Microsoft Edge 109 recently came out, a brief version in terms of news, which, fortunately, is not usual in a browser that usually introduces changes of interest gradually. And this is very cool that it happens, because it is a symptom of a live and competing segment.
Little by little the minimalism imposed by Chrome is being left behind and web browsers each go their own way, introducing those changes they consider relevant to improve the experience of their users. However, there are two that, more than browsers, are almost Swiss knives for the Internet: Vivaldi and Microsoft Edge, with the latter focused on integration and improving productivity.
Yes, Microsoft has to learn once and for all to do things well with certain things, especially when it is already doing very well in others. In order not to spoil the good work of its developers with harassment policies that do more harm than good. But let’s get back to the good stuff, I’m confused. The good thing is this that a Reddit user collects as a preview of what is to come.
This new feature will allow Split the browser view in two, showing both web pages at the same time. Nothing out of this world, or that can’t be done with two windows, but a more comfortable method to do something so common today as dividing the screen to be able to see more content at the same time; at least, for those who spend time in front of the PC, generally working.
At the moment, yes, it is a function in early development and although those who have been able to test it assure that it works well, it is only possible to activate it through the advanced preferences of the browser and only in the Beta, Dev or Canary versions. In case you’re interested in taking a look, the option to enable (in “edge://flags”) is “edge-split-screen”.
To use it, all you have to do is click on the new button that will appear on the toolbar and that will allow you to choose a second tab, in addition to the one you have in the foreground, to share the view. For some time now This type of display mode has become quite popularespecially on the desktop itself, from the “tiles” of window managers for developers to the Snap Layouts of Windows 11.
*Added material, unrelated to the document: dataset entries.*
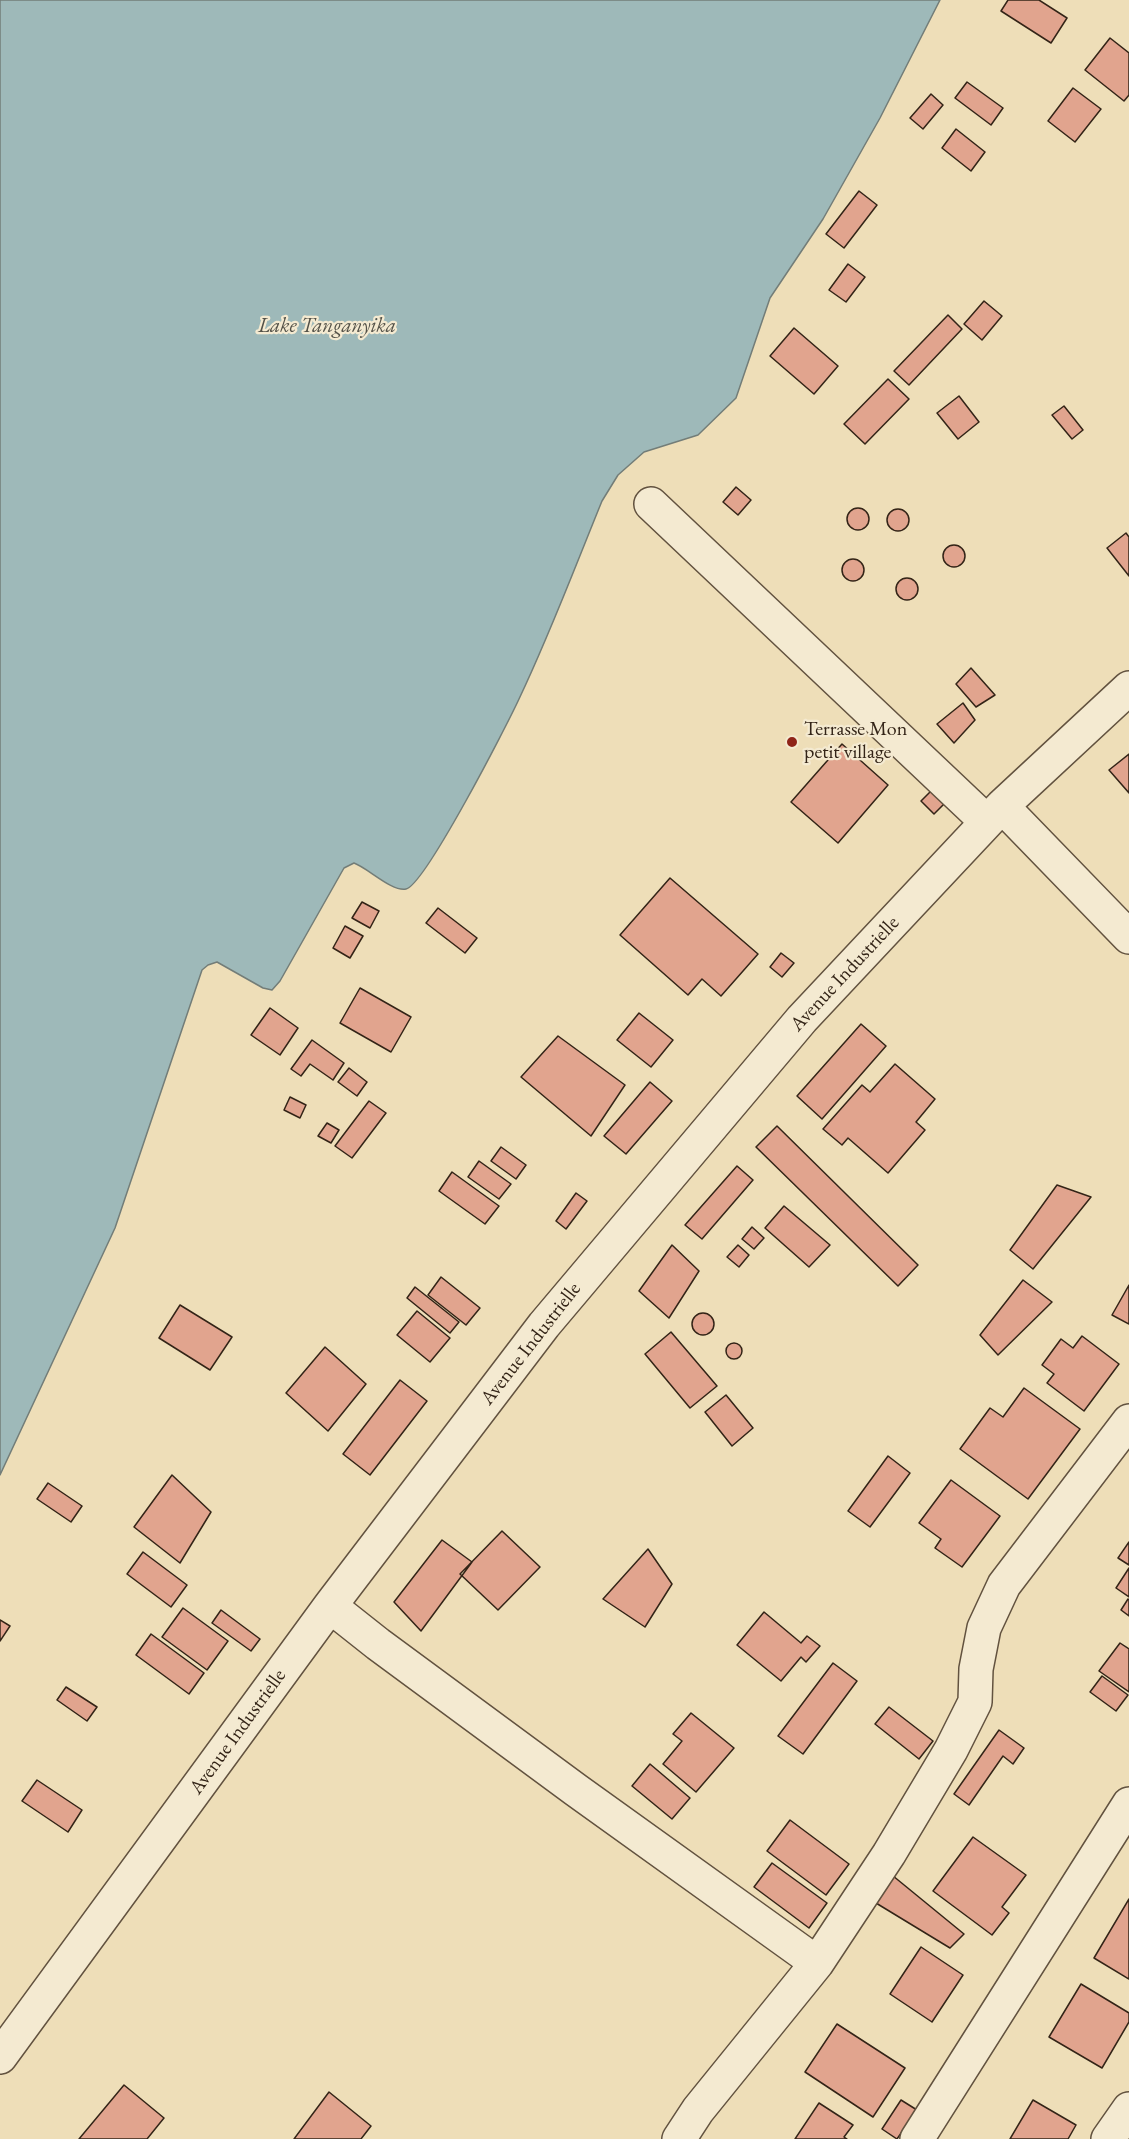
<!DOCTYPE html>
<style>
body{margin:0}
canvas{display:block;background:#eedeb8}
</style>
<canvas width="1129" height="2139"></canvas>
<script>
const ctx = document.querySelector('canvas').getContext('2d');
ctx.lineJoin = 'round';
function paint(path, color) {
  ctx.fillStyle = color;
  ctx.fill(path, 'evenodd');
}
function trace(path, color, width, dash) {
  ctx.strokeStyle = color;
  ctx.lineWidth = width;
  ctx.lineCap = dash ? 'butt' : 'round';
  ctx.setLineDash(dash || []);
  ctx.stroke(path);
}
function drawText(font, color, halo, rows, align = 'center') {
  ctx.font = font + ' "EB Garamond",serif';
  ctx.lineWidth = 4.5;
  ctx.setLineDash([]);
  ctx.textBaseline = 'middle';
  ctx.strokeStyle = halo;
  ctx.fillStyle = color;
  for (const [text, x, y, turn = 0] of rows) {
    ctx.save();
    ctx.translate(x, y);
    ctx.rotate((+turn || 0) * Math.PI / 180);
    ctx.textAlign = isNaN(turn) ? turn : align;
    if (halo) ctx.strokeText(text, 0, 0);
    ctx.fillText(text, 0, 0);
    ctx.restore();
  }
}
const water = new Path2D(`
 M 0,0 L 940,0 L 880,118 L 823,219 L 770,298 L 736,398 L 698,435 L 644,452 L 618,475 L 602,501 C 575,567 550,634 519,699 C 507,725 425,885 406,889 C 392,892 368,868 354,863 L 344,868 L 280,981 L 272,990 L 263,988 L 217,962 L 208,965 L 202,970 L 115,1228 L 0,1475 Z`);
const building = new Path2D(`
 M 1008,0 L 1039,0 L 1067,18 L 1051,43 L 1001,11 Z
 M 1110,38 L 1129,53 L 1129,95 L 1124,101 L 1085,70 Z
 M 967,82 L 1003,108 L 991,125 L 955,98 Z
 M 1073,88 L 1101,109 L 1075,142 L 1048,121 Z
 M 931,94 L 943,105 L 923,129 L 910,118 Z
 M 956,129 L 985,152 L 971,171 L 942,148 Z
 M 859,191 L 877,205 L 844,248 L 826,234 Z
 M 848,264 L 865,277 L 846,302 L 829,290 Z
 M 984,301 L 1002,316 L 982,340 L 964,324 Z
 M 948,315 L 962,329 L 909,385 L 894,371 Z
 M 794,328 L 838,366 L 814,394 L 770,356 Z
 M 888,379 L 909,399 L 865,444 L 844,424 Z
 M 959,396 L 979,422 L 958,439 L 937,413 Z
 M 1064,406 L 1083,430 L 1072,439 L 1052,415 Z
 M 736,487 L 751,500 L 738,515 L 723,502 Z
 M847 519a11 11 0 1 1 22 0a11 11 0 1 1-22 0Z
 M887 520a11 11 0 1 1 22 0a11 11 0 1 1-22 0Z
 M 1126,533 L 1129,537 L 1129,576 L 1107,548 Z
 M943 556a11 11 0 1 1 22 0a11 11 0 1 1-22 0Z
 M842 570a11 11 0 1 1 22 0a11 11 0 1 1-22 0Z
 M896 589a11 11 0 1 1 22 0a11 11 0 1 1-22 0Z
 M 971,668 L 995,695 L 976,707 L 956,684 Z
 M 963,703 L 975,720 L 954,743 L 937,724 Z
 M 842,744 L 888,785 L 838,843 L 791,802 Z
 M 1129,754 L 1129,793 L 1109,770 Z
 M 932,790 L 945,803 L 934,814 L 921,801 Z
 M 670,878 L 758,954 L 721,996 L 702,979 L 688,995 L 620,935 Z
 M 362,902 L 379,911 L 370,928 L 352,918 Z
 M 438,908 L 477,938 L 465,953 L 426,923 Z
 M 345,926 L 363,936 L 350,958 L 333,948 Z
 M 781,953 L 794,963 L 782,977 L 770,967 Z
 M 360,988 L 411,1017 L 391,1052 L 340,1023 Z
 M 270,1008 L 298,1028 L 280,1055 L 251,1035 Z
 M 639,1013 L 673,1040 L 651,1067 L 617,1040 Z
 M 861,1024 L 886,1046 L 822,1119 L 797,1096 Z
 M 558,1036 L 625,1085 L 591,1136 L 521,1077 Z
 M 312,1040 L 344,1063 L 333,1080 L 310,1064 L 301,1076 L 291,1069 Z
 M 895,1064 L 935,1099 L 916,1122 L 925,1130 L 888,1173 L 848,1138 L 842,1145 L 823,1129 L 862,1085 L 870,1092 Z
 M 349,1068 L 367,1082 L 357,1096 L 338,1082 Z
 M 650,1082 L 672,1101 L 626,1154 L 604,1136 Z
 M 290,1097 L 306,1105 L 300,1118 L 284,1110 Z
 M 369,1101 L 386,1113 L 352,1158 L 335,1146 Z
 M 327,1123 L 339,1130 L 331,1143 L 318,1136 Z
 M 777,1126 L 918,1265 L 898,1286 L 756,1147 Z
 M 501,1147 L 526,1165 L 516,1179 L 491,1161 Z
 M 479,1161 L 511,1184 L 499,1199 L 468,1177 Z
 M 737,1166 L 753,1180 L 702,1239 L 685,1225 Z
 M 452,1172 L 499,1206 L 485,1224 L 439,1191 Z
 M 1057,1185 L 1091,1197 L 1033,1269 L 1010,1250 Z
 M 576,1193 L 587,1201 L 566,1229 L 556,1221 Z
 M 784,1206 L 830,1245 L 809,1267 L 765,1228 Z
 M 752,1227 L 764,1238 L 754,1249 L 742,1239 Z
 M 672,1245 L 699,1271 L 669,1318 L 639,1291 Z
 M 738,1245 L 749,1255 L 739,1267 L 727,1257 Z
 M 441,1277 L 480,1308 L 466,1325 L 428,1295 Z
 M 1023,1280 L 1052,1302 L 998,1355 L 980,1335 Z
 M 1129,1285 L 1129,1324 L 1112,1315 Z
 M 415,1287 L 459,1322 L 450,1333 L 407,1298 Z
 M 180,1305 L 232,1337 L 210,1370 L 159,1338 Z
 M 417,1311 L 450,1338 L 430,1362 L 397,1335 Z
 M692 1324a11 11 0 1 1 22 0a11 11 0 1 1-22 0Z
 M 671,1332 L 717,1386 L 690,1408 L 645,1354 Z
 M 1082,1336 L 1119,1364 L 1084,1411 L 1047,1383 L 1054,1374 L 1042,1365 L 1061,1339 L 1073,1348 Z
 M726 1351a8 8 0 1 1 16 0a8 8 0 1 1-16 0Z
 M 325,1347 L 366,1384 L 328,1431 L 286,1393 Z
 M 400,1380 L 427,1401 L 370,1475 L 343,1454 Z
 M 1024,1388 L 1080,1429 L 1028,1499 L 960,1449 L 990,1408 L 1003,1417 Z
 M 726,1395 L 753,1428 L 732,1446 L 705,1412 Z
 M 888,1456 L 910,1473 L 870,1527 L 848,1511 Z
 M 172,1475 L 211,1512 L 180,1563 L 134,1527 Z
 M 951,1480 L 1000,1516 L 962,1567 L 935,1548 L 941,1539 L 919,1523 Z
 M 48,1483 L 82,1506 L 71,1522 L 37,1499 Z
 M 502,1531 L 540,1567 L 498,1610 L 460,1574 Z
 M 442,1540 L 472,1562 L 421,1631 L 394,1602 Z
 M 1129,1542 L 1129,1565 L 1118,1558 Z
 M 648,1549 L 672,1584 L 645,1627 L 603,1599 Z
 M 143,1552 L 187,1585 L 171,1607 L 127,1574 Z
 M 1129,1568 L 1129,1597 L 1116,1588 Z
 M 1128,1599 L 1129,1600 L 1129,1616 L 1121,1610 Z
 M 183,1608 L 228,1641 L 207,1670 L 162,1637 Z
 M 221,1610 L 260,1639 L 251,1651 L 212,1623 Z
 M 764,1612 L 801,1643 L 807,1636 L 820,1646 L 806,1662 L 801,1657 L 781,1681 L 737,1645 Z
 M 0,1620 L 10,1626 L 0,1641 Z
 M 151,1634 L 204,1673 L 189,1694 L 136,1655 Z
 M 1120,1643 L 1129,1649 L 1129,1692 L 1099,1671 Z
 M 833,1663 L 857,1681 L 803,1754 L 778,1736 Z
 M 1102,1676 L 1128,1695 L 1116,1711 L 1090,1692 Z
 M 66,1687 L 97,1707 L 87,1721 L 57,1700 Z
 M 889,1707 L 933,1741 L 919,1759 L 875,1724 Z
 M 691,1713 L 734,1748 L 696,1792 L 663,1764 L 682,1741 L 673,1734 Z
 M 999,1730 L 1024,1748 L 1013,1764 L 1003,1756 L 969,1805 L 954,1794 Z
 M 650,1764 L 690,1798 L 672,1819 L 632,1786 Z
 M 37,1780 L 82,1810 L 68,1832 L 22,1801 Z
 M 790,1820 L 849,1864 L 826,1895 L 767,1851 Z
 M 973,1837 L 1026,1875 L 1002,1907 L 1009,1913 L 992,1935 L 933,1891 Z
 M 772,1863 L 827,1903 L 809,1928 L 754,1887 Z
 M 887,1871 L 964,1934 L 950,1948 L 871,1900 Z
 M 1129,1899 L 1129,1979 L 1094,1958 Z
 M 921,1947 L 963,1975 L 932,2022 L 890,1994 Z
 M 1081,1984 L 1129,2013 L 1129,2022 L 1102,2068 L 1049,2037 Z
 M 837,2024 L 905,2068 L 873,2117 L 805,2072 Z
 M 124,2085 L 164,2118 L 147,2139 L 79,2139 Z
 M 329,2092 L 371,2126 L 361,2139 L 294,2139 Z
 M 901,2100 L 917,2110 L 897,2139 L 882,2129 Z
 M 1033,2100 L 1076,2125 L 1068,2139 L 1010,2139 Z
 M 819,2103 L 853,2125 L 844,2137 L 847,2139 L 795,2139 Z`);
const minor = new Path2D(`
 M 651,504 L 987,822
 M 1002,806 L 1129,937
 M 330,1606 L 378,1644 L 576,1790 L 817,1963
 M 0,2057 L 330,1606 L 544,1325 L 802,1019 L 1002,806 L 1129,688
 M 679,2139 L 698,2110 L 817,1963 L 889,1854 L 951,1750 L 975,1702 L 976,1669 L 984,1628 L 1004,1585 L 1129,1421
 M 917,2139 L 1129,1804
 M 1108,2139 L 1129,2109`);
const markers = [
 [792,742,6,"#8f2418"]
];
const poiNames = [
 ["Terrasse Mon",804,730],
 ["petit village",804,753]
];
const streetNames = [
 ["Avenue Industrielle",845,974,-47],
 ["Avenue Industrielle",531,1344,-52],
 ["Avenue Industrielle",238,1732,-54]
];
const waterNames = [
 ["Lake Tanganyika",327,326]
];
paint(water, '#9eb9b9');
trace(water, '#737d78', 1.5);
paint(building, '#e1a48e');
trace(building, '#332417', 1.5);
trace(minor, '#62523f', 36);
trace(minor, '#f4ead1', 33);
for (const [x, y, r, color] of markers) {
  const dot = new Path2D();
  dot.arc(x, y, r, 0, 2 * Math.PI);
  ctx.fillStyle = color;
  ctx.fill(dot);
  trace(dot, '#f4ead1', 2);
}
drawText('20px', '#332417', '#f4ead1', poiNames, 'left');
drawText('20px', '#332417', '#f4ead1', streetNames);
drawText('italic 21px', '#535148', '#f4ead1', waterNames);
</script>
In the case of Microsoft Edge and the function at hand, it is simpler, but perhaps it is only the beginning of something. What could come next you can see in Vivaldi and its mosaic function, although this is perhaps an extreme example. In any case, functionality, exclusive functions, are once again one of the main ingredients in the evolution of browsers, which is to be appreciated.
How long it will take for this feature to reach the stable version of Microsoft Edge and be available to all users is unclear, but having now appeared in development versions… for Microsoft Edge 110? This at least. At most, Microsoft Edge 112, always attending to the usual browser times of those from Redmond.